- [EXERCISE INSTRUCTIONS] Where does the word "setLineDash" show up in the records? Copy every line that holds it.

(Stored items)
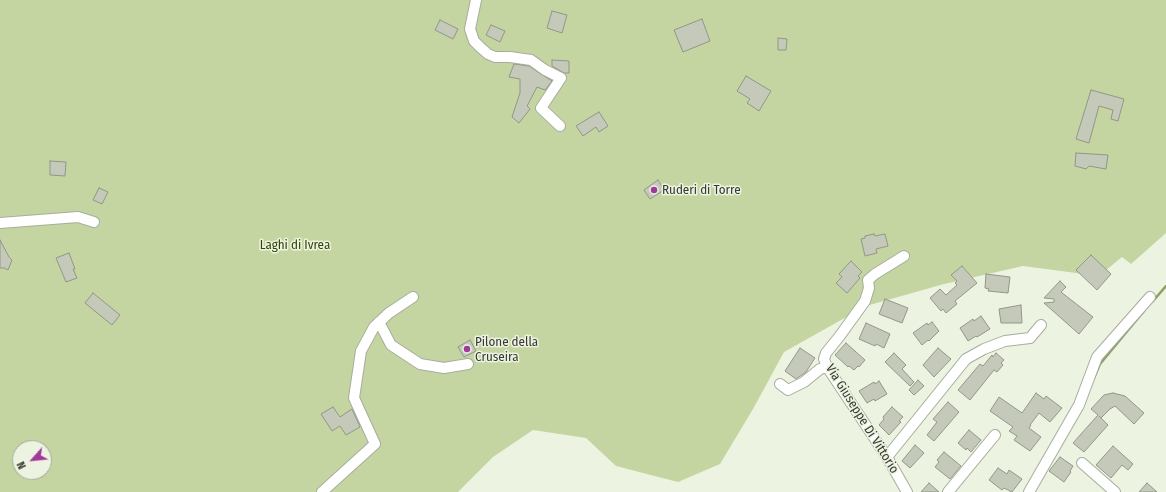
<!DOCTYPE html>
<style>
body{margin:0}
#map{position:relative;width:1166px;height:492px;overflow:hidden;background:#ecf3e1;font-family:"Fira Sans Condensed",sans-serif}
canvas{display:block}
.north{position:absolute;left:12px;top:440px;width:40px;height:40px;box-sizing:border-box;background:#ecf3e1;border:1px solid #a4a99b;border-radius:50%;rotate:243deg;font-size:11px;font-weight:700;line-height:16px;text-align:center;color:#383a33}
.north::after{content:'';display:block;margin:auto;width:14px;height:18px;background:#a1389a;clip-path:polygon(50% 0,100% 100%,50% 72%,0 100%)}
</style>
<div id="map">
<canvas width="1166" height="492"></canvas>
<div class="north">N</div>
</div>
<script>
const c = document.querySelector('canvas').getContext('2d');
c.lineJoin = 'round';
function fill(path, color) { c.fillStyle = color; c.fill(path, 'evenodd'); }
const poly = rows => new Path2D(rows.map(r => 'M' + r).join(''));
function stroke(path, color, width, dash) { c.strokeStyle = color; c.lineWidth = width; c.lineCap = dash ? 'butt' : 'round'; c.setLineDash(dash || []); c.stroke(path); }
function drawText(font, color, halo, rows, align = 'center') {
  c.font = font + ' "Fira Sans Condensed",sans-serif'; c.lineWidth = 3; c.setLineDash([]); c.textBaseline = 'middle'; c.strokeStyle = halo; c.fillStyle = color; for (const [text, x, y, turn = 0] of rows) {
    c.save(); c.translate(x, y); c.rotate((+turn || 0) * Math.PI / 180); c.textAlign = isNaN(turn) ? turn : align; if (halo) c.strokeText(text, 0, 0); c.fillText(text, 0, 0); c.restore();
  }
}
const green = poly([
 [0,0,1166,0,1166,233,1131,264,1122,257,1099,276,1023,266,944,284,866,306,784,352,753,409,720,464,678,482,616,466,586,438,533,430,493,457,458,492,0,492],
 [20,448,44,448,44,472,20,472]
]);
const stream = poly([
 [1153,301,1166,286],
 [1094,378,1100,364,1144,311]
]);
const building = poly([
 [552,11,567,15,562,33,547,28,552,11],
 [702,19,710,41,683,52,674,30,702,19],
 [440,20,458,29,453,39,435,30,440,20],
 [491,25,505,31,500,42,486,35,491,25],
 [778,38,787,39,786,50,778,50,778,38],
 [552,60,569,61,569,73,564,73,552,66,552,60],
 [514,64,529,66,552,81,545,90,537,87,527,106,530,109,519,123,512,117,520,93,520,79,509,77,514,64],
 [746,76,771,91,759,111,747,103,750,99,737,91,746,76],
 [1091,90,1124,99,1118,121,1111,119,1113,110,1099,106,1089,143,1076,139,1091,90],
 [599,112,608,126,599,132,596,127,583,136,576,126,599,112],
 [1076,153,1108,155,1106,169,1089,166,1086,169,1075,166,1076,153],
 [50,161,66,162,65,176,50,175,50,161],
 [658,180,664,190,650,199,644,190,658,180],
 [99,188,108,192,102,204,93,200,99,188],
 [874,234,875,236,885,234,888,246,876,249,877,253,865,256,861,239,865,238,865,236,874,234],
 [0,240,9,257,12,260,8,270,4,268,0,268,0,240],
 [69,253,75,269,73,269,77,278,66,282,56,258,69,253],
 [1091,255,1111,274,1097,290,1076,270,1091,255],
 [851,261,862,272,858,276,860,278,847,293,836,283,842,277,839,274,851,261],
 [962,266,977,283,955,301,957,304,946,313,943,309,941,311,930,298,940,289,946,295,957,285,955,283,957,281,951,275,962,266],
 [986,274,1010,277,1008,293,988,291,989,289,985,288,986,274],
 [1060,281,1066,287,1061,292,1093,317,1079,334,1044,303,1054,302,1054,299,1044,298,1060,281],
 [93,293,120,315,112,325,85,303,93,293],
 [885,299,908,308,902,323,879,314,885,299],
 [1021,305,1022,323,1001,323,999,309,1021,305],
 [981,316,990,329,977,337,976,336,968,341,960,328,973,319,974,321,981,316],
 [932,322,939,331,929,341,928,340,922,345,913,333,927,323,928,325,932,322],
 [866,323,890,334,884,348,876,344,875,346,859,339,866,323],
 [470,340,476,351,464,357,458,347,470,340],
 [846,343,865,360,859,367,858,366,854,370,849,366,848,367,835,355,846,343],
 [800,348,815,358,806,372,796,379,785,371,800,348],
 [938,348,951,359,934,377,923,365,938,348],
 [894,353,906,365,902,369,914,382,910,386,885,362,894,353],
 [996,353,1004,360,1001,363,1003,365,997,372,994,370,970,400,958,390,980,364,983,366,992,355,993,357,996,353],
 [918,380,924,386,914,395,909,390,918,380],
 [879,381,887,394,875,401,874,399,867,403,859,391,874,382,875,384,879,381],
 [1036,393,1044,399,1046,396,1062,408,1050,422,1039,413,1030,425,1031,425,1029,428,1041,437,1030,451,1014,440,1017,436,1009,431,1013,427,990,411,999,397,1022,413,1036,393],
 [1113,393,1125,396,1144,413,1134,424,1115,406,1110,409,1101,418,1099,416,1108,425,1084,452,1073,443,1098,415,1091,409,1104,395,1113,393],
 [948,402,959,412,934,441,927,435,937,422,933,419,948,402],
 [333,407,340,417,352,409,360,427,346,435,340,426,332,431,321,414,333,407],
 [892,407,903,417,899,421,901,422,889,435,879,425,884,419,883,417,892,407],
 [969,430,981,440,971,452,967,448,966,450,958,443,969,430],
 [915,445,924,453,910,468,902,461,915,445],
 [1113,446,1133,464,1128,470,1122,465,1111,478,1096,465,1113,446],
 [944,452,961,466,950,479,935,467,939,462,937,460,944,452],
 [1060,457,1073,466,1070,471,1071,472,1064,482,1049,471,1060,457],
 [998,468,1007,474,1009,470,1022,479,1012,492,1004,488,1002,490,989,480,998,468],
 [929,483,939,492,921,492,929,483],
 [1147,483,1157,492,1139,492,1147,483]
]);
const minor = poly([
 [476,0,470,29,474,41,481,48,488,54,495,57,510,57,531,60,545,70,561,78,541,108,560,126],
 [0,223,78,217,94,222],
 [904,256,875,274,868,280,869,288,865,301,839,337,826,353,824,359,827,367,887,457,907,492],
 [379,322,391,345,420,364,444,368,468,364],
 [780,384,788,390,804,382,820,369,827,367],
 [887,457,966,359,984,349,1005,341,1030,338,1041,325],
 [1082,463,1115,492],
 [322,492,375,444,354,398,361,351,374,327,389,313,413,297],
 [948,492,995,435],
 [1029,492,1079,405,1097,357,1150,297]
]);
const markers = [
 [654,190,4,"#a1389a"],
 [467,349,4,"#a1389a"]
];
const poiNames = [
 ["Ruderi di Torre",662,190],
 ["Pilone della",475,342],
 ["Cruseira",475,357]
];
const parkNames = [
 ["Laghi di Ivrea",295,245]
];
const streetNames = [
 ["Via Giuseppe Di Vittorio",862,419,58]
];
fill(green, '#c4d5a1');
stroke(stream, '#8d9f65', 2.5);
fill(building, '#c4c9b9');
stroke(building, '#929788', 1);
stroke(minor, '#a7ad9d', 12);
stroke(minor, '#fff', 10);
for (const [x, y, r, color] of markers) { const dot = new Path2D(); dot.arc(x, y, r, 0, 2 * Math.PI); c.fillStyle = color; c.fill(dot); stroke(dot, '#ecf3e1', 1.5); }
drawText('13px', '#383a33', '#ecf3e1', poiNames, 'left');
drawText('13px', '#364500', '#ecf3e1', parkNames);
drawText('13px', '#383a33', '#ecf3e1', streetNames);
</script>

- [EXERCISE RESULT]
function stroke(path, color, width, dash) { c.strokeStyle = color; c.lineWidth = width; c.lineCap = dash ? 'butt' : 'round'; c.setLineDash(dash || []); c.stroke(path); }
  c.font = font + ' "Fira Sans Condensed",sans-serif'; c.lineWidth = 3; c.setLineDash([]); c.textBaseline = 'middle'; c.strokeStyle = halo; c.fillStyle = color; for (const [text, x, y, turn = 0] of rows) {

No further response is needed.